> _Listed entries_:
==============================

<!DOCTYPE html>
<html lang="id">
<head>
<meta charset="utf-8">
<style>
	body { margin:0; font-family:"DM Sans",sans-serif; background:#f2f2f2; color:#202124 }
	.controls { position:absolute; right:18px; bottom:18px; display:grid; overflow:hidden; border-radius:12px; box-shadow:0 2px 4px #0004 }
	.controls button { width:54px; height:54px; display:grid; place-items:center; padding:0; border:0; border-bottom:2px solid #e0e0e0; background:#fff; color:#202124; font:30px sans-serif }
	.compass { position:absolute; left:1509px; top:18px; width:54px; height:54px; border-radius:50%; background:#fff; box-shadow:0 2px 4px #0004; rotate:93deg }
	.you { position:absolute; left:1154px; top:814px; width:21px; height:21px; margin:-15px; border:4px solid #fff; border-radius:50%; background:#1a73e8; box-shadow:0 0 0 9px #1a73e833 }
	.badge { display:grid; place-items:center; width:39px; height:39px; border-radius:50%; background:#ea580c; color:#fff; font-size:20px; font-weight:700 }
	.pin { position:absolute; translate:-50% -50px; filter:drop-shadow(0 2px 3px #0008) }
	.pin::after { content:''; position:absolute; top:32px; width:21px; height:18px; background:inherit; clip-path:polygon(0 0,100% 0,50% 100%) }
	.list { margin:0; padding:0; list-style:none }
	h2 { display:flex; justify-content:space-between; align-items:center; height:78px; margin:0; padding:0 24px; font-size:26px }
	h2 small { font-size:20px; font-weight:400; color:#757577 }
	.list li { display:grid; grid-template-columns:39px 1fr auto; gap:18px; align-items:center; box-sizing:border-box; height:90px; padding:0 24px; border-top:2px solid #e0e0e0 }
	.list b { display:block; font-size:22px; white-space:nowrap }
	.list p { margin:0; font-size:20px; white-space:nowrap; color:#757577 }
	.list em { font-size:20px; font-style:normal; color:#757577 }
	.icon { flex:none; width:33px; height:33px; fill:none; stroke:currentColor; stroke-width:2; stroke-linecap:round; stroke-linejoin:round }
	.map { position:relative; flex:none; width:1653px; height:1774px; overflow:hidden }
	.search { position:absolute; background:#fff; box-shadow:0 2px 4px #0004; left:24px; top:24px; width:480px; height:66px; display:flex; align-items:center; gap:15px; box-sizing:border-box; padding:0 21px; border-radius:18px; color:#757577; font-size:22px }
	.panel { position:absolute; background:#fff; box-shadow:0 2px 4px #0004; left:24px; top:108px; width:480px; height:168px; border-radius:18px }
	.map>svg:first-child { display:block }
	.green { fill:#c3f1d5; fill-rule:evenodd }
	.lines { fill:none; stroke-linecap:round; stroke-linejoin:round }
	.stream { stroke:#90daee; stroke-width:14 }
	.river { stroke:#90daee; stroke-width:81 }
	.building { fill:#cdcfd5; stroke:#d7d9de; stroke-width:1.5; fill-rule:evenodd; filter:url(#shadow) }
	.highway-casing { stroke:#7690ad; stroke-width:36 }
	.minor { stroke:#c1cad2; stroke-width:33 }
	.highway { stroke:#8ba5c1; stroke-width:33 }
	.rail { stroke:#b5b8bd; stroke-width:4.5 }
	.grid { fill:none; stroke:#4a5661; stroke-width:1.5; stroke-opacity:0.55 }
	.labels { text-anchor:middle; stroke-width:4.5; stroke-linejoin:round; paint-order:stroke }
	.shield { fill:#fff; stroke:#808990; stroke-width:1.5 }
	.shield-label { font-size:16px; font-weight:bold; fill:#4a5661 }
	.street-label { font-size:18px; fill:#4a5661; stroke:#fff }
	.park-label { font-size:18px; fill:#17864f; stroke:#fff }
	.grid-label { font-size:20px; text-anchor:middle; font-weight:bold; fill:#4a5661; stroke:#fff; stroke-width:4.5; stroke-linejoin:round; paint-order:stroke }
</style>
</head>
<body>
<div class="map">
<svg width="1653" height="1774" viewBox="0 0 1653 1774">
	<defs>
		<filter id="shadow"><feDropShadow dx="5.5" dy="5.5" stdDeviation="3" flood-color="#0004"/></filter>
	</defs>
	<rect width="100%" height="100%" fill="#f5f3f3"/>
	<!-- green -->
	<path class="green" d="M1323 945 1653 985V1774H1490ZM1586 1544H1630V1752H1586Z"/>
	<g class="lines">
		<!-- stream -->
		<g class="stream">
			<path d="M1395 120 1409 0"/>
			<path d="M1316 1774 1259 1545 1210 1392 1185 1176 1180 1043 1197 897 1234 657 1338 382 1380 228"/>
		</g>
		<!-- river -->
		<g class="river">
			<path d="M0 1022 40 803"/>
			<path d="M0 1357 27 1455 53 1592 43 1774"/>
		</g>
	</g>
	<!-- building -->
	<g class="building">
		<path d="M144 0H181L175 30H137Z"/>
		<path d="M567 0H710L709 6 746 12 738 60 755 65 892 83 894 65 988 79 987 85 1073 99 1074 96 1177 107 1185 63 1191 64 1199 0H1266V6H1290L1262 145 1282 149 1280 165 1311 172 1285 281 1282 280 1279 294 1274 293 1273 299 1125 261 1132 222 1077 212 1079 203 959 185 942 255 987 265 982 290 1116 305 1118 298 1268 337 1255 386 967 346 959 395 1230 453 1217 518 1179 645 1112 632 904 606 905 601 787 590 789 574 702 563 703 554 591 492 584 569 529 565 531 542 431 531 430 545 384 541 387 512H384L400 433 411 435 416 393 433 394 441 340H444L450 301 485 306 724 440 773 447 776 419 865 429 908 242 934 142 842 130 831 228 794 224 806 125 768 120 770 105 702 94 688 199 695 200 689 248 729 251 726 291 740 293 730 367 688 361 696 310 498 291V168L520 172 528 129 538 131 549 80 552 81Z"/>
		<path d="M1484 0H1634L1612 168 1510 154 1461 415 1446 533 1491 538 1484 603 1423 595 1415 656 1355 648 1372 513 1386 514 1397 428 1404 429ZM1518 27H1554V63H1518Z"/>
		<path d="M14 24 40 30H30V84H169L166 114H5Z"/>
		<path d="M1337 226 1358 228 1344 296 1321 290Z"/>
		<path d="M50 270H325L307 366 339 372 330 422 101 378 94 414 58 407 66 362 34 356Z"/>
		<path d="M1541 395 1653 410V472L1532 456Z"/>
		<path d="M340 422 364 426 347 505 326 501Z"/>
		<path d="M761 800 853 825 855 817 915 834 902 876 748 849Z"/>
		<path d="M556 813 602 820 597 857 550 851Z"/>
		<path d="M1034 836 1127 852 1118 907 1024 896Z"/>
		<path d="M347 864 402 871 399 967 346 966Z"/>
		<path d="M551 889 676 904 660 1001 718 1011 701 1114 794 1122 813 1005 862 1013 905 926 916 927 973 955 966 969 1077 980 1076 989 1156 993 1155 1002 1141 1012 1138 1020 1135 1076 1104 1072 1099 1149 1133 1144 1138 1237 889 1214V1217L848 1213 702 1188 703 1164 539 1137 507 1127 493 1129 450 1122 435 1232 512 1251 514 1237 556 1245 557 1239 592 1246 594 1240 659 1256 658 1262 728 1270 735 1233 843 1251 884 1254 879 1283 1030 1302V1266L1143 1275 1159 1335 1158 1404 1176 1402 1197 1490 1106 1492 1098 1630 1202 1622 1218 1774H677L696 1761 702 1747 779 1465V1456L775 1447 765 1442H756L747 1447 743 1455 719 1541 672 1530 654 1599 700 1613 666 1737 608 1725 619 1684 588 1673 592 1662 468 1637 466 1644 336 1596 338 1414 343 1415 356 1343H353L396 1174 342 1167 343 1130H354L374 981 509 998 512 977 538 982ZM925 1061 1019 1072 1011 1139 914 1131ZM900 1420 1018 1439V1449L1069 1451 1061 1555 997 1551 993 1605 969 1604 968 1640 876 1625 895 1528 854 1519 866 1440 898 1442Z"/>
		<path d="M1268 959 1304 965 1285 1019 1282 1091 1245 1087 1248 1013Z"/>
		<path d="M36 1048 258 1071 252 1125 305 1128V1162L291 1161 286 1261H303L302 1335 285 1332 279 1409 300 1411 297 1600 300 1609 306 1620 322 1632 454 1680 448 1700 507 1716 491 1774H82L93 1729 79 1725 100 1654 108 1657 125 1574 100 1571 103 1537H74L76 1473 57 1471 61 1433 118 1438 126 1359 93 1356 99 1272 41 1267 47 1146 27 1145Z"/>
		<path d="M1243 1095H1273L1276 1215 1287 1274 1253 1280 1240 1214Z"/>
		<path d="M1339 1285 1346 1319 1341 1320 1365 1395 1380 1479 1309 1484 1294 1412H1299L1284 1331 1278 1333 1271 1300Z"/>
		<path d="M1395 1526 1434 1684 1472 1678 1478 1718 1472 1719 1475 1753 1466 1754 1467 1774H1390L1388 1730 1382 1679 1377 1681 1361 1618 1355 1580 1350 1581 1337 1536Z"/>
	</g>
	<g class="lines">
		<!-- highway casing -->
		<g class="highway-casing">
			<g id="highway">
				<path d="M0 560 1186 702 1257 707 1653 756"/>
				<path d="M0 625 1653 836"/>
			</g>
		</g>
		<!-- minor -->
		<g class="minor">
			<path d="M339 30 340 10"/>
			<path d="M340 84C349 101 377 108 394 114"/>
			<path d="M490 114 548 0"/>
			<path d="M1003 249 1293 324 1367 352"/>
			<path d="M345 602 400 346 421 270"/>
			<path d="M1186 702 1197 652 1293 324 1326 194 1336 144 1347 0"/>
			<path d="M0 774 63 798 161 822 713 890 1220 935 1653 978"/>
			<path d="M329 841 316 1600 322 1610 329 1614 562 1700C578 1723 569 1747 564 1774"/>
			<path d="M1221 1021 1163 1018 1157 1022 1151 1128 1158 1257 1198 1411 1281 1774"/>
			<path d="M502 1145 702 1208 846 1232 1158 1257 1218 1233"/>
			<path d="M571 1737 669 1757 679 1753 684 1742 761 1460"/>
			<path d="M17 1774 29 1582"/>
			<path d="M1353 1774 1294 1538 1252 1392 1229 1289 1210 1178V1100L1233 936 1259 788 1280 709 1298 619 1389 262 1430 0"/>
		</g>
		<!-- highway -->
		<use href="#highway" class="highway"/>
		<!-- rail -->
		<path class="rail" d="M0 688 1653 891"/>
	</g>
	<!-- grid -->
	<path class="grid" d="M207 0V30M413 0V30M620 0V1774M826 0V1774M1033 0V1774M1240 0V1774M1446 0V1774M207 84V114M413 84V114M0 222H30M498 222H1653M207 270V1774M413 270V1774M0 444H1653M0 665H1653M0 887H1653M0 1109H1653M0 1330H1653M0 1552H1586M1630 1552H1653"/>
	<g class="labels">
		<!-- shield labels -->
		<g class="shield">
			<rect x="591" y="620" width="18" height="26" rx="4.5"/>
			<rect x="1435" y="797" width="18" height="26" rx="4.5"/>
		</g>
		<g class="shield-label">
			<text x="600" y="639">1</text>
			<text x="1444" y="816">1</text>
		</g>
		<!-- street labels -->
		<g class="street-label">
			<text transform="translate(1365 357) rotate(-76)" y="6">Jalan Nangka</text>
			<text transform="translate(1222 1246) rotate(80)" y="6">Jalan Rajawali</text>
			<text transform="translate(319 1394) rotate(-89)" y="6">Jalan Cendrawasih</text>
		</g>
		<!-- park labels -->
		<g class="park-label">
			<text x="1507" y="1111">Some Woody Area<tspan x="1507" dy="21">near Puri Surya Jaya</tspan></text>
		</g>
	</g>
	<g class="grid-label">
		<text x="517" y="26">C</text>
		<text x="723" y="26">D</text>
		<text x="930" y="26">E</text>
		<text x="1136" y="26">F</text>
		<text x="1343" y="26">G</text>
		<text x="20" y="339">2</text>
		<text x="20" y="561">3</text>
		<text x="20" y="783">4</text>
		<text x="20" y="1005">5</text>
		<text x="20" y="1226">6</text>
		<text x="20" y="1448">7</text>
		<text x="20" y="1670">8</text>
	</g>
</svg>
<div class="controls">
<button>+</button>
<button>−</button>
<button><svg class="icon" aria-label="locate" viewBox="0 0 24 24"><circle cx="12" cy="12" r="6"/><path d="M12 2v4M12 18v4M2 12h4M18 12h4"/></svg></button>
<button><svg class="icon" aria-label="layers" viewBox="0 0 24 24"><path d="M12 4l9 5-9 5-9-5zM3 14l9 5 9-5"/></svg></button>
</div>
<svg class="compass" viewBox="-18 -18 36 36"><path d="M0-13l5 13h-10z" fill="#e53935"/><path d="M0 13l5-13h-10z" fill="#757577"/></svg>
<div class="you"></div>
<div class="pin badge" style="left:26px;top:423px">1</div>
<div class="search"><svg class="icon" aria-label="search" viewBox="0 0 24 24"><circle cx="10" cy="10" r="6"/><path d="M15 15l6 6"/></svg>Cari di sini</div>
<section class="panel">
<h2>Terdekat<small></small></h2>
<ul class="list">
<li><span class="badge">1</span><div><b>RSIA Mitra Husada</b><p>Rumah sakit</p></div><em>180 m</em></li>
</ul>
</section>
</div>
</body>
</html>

==============================

Exactly repeat the lines running from the top of the listing to the line bearing "position:absolute; right:18px; bottom:18px;", both of those lines included, and only them.

<!DOCTYPE html>
<html lang="id">
<head>
<meta charset="utf-8">
<style>
	body { margin:0; font-family:"DM Sans",sans-serif; background:#f2f2f2; color:#202124 }
	.controls { position:absolute; right:18px; bottom:18px; display:grid; overflow:hidden; border-radius:12px; box-shadow:0 2px 4px #0004 }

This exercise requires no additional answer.